Data provided below:

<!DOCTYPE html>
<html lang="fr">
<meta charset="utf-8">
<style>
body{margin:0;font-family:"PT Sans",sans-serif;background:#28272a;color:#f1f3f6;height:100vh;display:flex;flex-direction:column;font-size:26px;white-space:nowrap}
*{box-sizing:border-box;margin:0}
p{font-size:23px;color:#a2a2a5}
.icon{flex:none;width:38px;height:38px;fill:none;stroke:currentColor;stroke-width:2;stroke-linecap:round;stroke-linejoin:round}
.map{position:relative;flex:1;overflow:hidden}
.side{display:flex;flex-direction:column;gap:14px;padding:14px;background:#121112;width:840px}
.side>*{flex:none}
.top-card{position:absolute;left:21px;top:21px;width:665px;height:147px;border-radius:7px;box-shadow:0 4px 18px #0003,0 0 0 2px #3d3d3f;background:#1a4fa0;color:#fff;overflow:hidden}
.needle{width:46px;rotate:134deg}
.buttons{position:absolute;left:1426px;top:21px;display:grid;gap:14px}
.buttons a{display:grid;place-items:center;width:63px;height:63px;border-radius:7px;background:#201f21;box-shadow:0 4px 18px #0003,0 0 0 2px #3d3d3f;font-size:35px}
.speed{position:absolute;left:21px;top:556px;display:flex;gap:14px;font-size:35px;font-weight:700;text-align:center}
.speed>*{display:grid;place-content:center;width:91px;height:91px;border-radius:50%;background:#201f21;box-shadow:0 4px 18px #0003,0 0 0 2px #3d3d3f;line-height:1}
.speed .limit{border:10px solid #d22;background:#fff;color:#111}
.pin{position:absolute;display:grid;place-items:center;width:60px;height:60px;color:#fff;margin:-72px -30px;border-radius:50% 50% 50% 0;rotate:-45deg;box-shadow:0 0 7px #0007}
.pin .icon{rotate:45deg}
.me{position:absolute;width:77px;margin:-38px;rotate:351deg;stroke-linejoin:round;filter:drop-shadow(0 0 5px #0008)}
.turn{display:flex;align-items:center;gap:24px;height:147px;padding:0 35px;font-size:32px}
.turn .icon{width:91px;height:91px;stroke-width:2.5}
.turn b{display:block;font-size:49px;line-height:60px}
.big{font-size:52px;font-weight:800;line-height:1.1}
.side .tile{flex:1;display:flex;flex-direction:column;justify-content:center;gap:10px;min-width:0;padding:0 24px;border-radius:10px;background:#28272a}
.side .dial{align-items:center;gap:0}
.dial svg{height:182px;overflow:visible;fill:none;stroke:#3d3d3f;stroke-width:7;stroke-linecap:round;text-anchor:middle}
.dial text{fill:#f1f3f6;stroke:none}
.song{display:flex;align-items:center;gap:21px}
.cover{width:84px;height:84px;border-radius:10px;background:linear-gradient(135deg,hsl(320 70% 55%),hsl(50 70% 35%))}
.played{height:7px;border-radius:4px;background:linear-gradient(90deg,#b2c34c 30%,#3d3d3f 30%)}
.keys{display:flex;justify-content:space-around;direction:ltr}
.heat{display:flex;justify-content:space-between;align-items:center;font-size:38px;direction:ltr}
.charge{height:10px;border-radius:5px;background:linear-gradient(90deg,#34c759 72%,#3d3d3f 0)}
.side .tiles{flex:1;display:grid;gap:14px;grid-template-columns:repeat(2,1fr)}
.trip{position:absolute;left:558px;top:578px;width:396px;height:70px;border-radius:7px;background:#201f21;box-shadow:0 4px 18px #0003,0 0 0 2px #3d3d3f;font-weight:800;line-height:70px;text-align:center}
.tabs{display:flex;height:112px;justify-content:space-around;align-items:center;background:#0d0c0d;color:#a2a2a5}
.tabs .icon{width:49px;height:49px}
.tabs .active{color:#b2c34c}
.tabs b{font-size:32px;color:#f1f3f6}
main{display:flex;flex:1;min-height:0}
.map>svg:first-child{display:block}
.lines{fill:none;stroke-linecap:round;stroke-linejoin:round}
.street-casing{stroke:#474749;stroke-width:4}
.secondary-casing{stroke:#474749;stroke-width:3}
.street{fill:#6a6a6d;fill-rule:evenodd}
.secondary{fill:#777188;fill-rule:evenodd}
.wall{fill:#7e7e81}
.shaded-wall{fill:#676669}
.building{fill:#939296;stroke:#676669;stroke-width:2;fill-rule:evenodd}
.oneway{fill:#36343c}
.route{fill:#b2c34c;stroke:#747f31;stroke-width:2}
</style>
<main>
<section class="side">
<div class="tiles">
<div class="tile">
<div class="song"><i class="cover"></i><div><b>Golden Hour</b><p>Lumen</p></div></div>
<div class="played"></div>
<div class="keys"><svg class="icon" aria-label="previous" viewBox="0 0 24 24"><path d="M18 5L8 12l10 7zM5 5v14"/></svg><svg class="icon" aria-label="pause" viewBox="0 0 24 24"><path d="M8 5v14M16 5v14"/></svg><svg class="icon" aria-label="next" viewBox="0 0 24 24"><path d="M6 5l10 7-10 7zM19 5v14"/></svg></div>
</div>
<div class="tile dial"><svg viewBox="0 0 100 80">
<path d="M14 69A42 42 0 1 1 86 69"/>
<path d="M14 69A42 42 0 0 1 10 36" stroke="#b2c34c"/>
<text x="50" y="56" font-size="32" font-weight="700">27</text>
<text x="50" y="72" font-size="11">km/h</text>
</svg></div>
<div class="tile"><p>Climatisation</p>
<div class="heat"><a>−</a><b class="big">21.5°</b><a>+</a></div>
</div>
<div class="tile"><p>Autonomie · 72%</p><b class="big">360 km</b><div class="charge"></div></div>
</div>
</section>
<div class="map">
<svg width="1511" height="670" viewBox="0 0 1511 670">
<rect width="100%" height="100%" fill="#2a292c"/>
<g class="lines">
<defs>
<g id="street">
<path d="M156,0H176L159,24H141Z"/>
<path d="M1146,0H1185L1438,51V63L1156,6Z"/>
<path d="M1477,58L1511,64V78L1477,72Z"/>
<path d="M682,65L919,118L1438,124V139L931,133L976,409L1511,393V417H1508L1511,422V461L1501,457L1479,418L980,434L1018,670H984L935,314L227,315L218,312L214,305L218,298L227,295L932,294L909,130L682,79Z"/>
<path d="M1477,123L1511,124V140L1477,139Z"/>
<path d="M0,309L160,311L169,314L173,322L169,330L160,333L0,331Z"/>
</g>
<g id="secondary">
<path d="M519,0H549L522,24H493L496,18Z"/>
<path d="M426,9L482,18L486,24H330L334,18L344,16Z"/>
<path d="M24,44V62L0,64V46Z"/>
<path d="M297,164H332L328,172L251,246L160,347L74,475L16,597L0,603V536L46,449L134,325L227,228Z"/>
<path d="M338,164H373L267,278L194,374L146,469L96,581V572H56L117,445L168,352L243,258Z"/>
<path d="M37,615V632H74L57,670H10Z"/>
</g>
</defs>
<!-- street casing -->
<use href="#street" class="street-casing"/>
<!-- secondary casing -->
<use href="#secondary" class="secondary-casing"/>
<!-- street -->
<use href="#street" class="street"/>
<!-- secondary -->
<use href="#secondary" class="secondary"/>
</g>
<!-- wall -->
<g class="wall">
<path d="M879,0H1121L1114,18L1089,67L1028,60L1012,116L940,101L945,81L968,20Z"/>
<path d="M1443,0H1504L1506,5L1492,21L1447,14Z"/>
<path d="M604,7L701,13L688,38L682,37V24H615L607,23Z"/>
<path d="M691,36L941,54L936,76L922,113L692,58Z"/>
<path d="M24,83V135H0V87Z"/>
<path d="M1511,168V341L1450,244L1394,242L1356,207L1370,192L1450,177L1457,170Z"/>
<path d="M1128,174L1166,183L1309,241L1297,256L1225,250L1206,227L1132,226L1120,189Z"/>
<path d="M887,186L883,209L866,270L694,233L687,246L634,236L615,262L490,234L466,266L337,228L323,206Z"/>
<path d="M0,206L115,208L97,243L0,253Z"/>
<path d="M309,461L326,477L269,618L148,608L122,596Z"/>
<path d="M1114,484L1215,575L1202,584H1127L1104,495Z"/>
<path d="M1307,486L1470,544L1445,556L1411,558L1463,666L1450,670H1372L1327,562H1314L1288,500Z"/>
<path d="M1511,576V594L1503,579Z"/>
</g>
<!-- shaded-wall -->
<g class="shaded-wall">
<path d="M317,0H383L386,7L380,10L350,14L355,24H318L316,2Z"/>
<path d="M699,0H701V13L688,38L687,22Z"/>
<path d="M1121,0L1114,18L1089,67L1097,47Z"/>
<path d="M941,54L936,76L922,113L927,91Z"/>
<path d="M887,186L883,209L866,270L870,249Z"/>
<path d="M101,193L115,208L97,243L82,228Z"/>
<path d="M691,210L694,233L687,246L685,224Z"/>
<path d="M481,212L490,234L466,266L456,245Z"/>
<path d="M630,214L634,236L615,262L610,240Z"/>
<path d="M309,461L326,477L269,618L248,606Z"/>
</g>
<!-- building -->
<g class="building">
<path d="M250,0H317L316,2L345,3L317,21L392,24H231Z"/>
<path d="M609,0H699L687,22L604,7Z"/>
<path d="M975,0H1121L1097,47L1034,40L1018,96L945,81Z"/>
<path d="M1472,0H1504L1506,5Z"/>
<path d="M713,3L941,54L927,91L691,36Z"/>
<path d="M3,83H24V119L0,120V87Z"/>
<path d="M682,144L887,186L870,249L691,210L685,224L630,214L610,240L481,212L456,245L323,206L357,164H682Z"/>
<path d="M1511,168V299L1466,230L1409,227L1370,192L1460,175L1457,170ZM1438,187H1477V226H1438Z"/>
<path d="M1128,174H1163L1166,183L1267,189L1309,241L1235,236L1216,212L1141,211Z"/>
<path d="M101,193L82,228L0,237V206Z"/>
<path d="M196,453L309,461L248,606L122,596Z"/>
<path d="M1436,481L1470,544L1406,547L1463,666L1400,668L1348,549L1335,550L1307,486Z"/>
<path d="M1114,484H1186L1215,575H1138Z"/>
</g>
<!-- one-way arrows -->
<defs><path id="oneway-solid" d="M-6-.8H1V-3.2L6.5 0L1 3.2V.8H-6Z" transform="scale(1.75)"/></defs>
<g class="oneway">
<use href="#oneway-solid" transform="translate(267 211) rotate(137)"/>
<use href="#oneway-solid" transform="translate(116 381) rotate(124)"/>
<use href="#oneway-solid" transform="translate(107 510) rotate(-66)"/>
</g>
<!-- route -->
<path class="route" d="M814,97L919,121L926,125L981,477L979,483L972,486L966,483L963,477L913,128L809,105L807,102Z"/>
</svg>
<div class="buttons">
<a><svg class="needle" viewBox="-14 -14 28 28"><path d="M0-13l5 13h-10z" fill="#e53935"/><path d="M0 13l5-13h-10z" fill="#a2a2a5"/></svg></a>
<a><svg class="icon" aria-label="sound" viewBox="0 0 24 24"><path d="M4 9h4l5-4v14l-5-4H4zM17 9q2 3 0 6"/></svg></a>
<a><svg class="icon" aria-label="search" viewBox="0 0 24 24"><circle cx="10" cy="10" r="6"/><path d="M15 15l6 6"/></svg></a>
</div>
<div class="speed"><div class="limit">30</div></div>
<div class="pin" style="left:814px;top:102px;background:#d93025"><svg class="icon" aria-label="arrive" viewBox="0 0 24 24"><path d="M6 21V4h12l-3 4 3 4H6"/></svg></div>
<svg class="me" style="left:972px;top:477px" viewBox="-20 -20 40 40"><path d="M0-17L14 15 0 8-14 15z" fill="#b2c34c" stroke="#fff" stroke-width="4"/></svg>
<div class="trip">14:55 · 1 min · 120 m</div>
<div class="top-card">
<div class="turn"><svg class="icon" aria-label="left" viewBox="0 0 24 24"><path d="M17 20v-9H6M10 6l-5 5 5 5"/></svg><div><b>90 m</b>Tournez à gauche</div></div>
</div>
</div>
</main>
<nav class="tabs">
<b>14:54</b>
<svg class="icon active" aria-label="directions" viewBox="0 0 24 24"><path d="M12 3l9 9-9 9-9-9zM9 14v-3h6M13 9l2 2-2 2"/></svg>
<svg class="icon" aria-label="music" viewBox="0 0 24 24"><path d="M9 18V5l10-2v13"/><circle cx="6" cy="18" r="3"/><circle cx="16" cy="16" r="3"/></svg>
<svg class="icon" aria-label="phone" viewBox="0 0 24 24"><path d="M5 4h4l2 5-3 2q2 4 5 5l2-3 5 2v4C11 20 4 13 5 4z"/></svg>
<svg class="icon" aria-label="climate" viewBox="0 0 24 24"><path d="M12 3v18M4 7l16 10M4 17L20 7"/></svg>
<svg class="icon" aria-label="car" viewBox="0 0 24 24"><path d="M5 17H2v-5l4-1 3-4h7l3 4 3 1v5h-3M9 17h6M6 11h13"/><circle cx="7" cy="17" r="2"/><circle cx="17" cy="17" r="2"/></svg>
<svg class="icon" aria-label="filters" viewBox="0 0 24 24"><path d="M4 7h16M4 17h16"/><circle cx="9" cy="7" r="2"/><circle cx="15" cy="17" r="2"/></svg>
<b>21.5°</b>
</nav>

End of Data provided.

(Prompt) Look through the entries above; copy each line where the string "hidden" appears.

(Task solution)
.map{position:relative;flex:1;overflow:hidden}
.top-card{position:absolute;left:21px;top:21px;width:665px;height:147px;border-radius:7px;box-shadow:0 4px 18px #0003,0 0 0 2px #3d3d3f;background:#1a4fa0;color:#fff;overflow:hidden}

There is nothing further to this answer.